Smaller projects, like the classic “egg drop” experiment run last year, take only a day or two to complete. In the “egg drop,” the goal is to package an egg so it won’t break — when dropped from the top of a stairwell. Working in pairs, students were given a variety of different materials— such as felt, bubble wrap, and cardboard — they could use to construct a padded cover for the egg. Once a team had built their wrapper, they dropped their eggs and observed and analyzed their results. In the end, as is typical, a few eggs broke during the fall, and a few didn’t. Any group with broken eggs re-engineered their wrapper until they finally developed an egg wrap that could survive impact.
But it’s not only math and science class in which collaborative learning enhances education. In music, students can work together to discover how each string on a guitar makes a different pitch. Or in writing class, they can co-write a script for a play. How the students present their projects is their choice: make a guitar? Create a PowerPoint presentation? Put on a play?
Ultimately, collaborative learning groups students with strong abilities in one area with others who may lack that same strength but excel in another arena. And the growth mindset, which embraces the benefits of an iterative “fail, analyze, redesign, and try again” method, encourages students to keep trying. Students learn to cooperate with one another and actually look forward to integrating everyone’s ideas into one product.
Last year, students in grades 4-6 delivered a presentation about the Mission to Mars to an audience of parents and family members on the last day of school, and the slides they created offered terrific insights into the lessons they had learned. Interestingly, without teacher guidance, 2/3 of the slides focused on mistakes they had made and what they had learned from them.

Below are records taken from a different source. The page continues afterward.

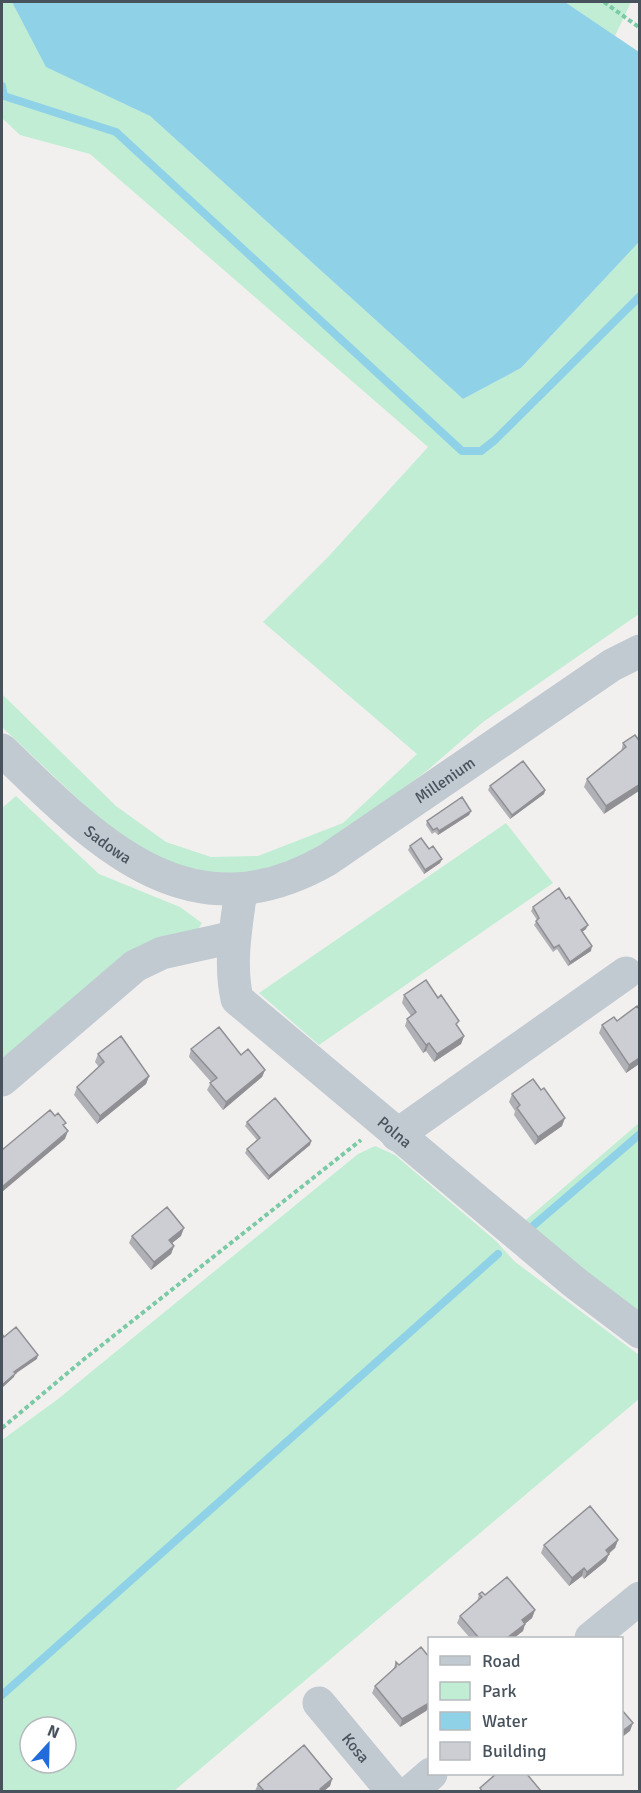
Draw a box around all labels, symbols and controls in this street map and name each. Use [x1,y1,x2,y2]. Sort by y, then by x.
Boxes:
street label: Millenium [411,753,479,808]
street label: Sadowa [80,821,135,868]
street label: Polna [373,1112,416,1152]
legend [428,1637,623,1775]
text: Road [482,1650,521,1672]
text: Park [482,1680,517,1702]
text: Water [482,1710,528,1732]
north arrow [18,1715,78,1775]
text: N [44,1721,62,1743]
street label: Kosa [337,1729,373,1767]
text: Building [482,1740,546,1762]

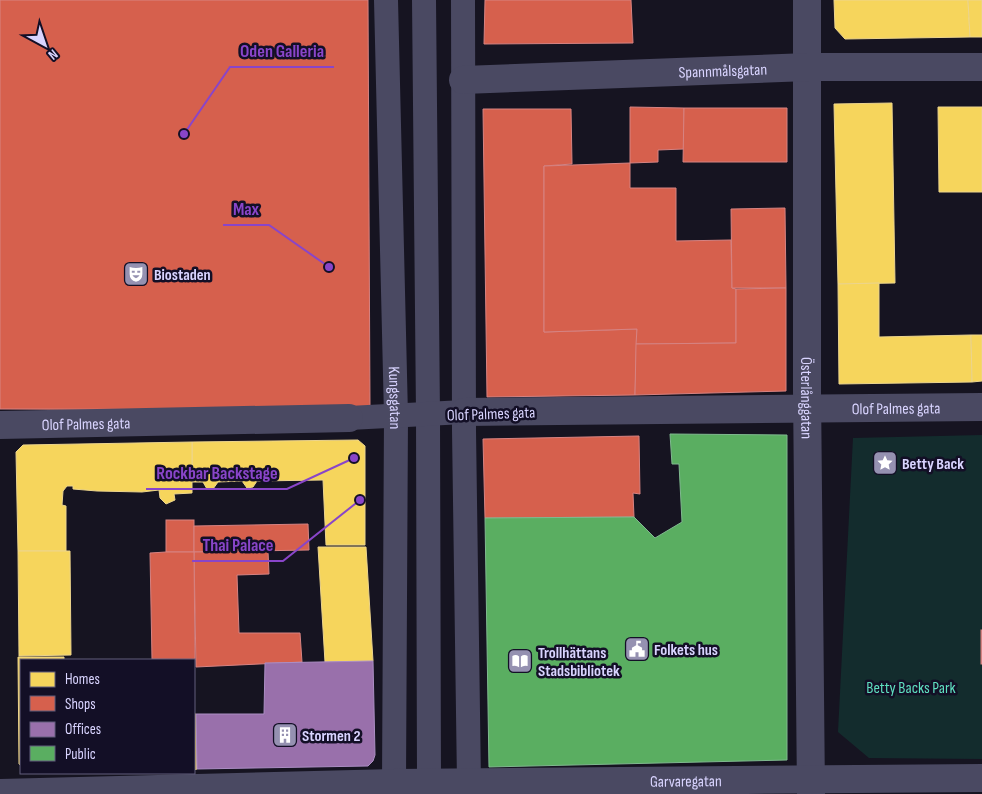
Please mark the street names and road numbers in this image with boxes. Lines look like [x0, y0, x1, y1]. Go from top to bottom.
street label: Spannmålsgatan [678, 61, 768, 83]
street label: Österlånggatan [796, 357, 815, 439]
street label: Kungsgatan [384, 366, 404, 429]
street label: Olof Palmes gata [852, 399, 940, 419]
street label: Olof Palmes gata [446, 403, 536, 426]
street label: Olof Palmes gata [41, 414, 131, 435]
street label: Garvaregatan [650, 772, 722, 792]

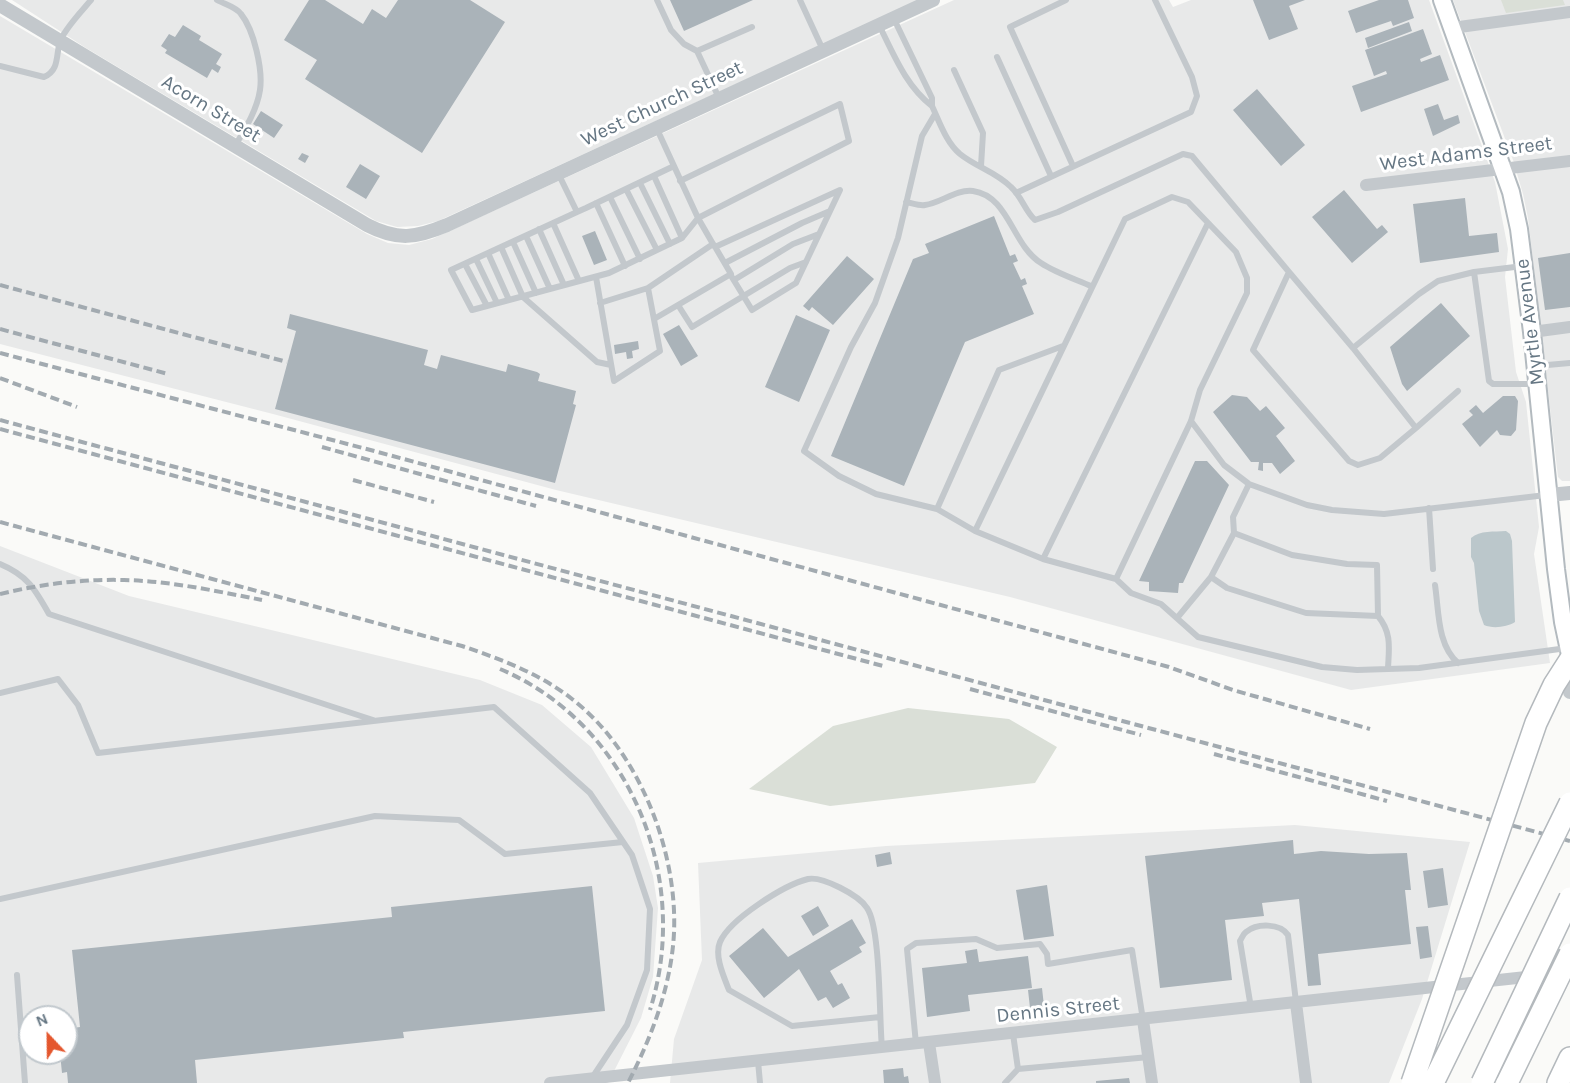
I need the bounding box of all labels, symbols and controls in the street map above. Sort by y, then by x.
street label: West Church Street [577,56,747,152]
street label: Acorn Street [157,70,265,148]
street label: West Adams Street [1378,132,1554,176]
street label: Myrtle Avenue [1510,257,1550,387]
street label: Dennis Street [995,992,1121,1028]
north arrow [18,1005,78,1065]
text: N [33,1009,51,1031]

Perhaps the most powerful testament to the power of collaborative learning came near the end of their presentation. The last slide appeared on the screen, and the final child to present, a nine-year-old, stood alone beside the screen in front of the audience, most of whom were adults he had never seen in his life. He explained that the students agreed that the biggest and most important thing they learned on their mission didn’t have anything to do with Mars, at all.
“We wasted a lot of time while everyone was arguing that they were right,” he said. “Once everyone finally stopped trying to run the whole thing themselves, and we really listened to one another, we discovered that between us, we really knew a lot more than any one of us knew alone. And it took a while for us to figure that out…but once we did, we were super awesome and got a much more interesting result. I don’t think any of us were expecting that to be the big news when we heard we were going to Mars.”
It’s precisely this kind of moment that Stoios says the project was aiming for rather than mastery of astronomy or engineering principles. “Group work builds confidence,” she says. “All of a sudden, individual strengths shine, and you see a natural, beautiful thing where leadership is developed.”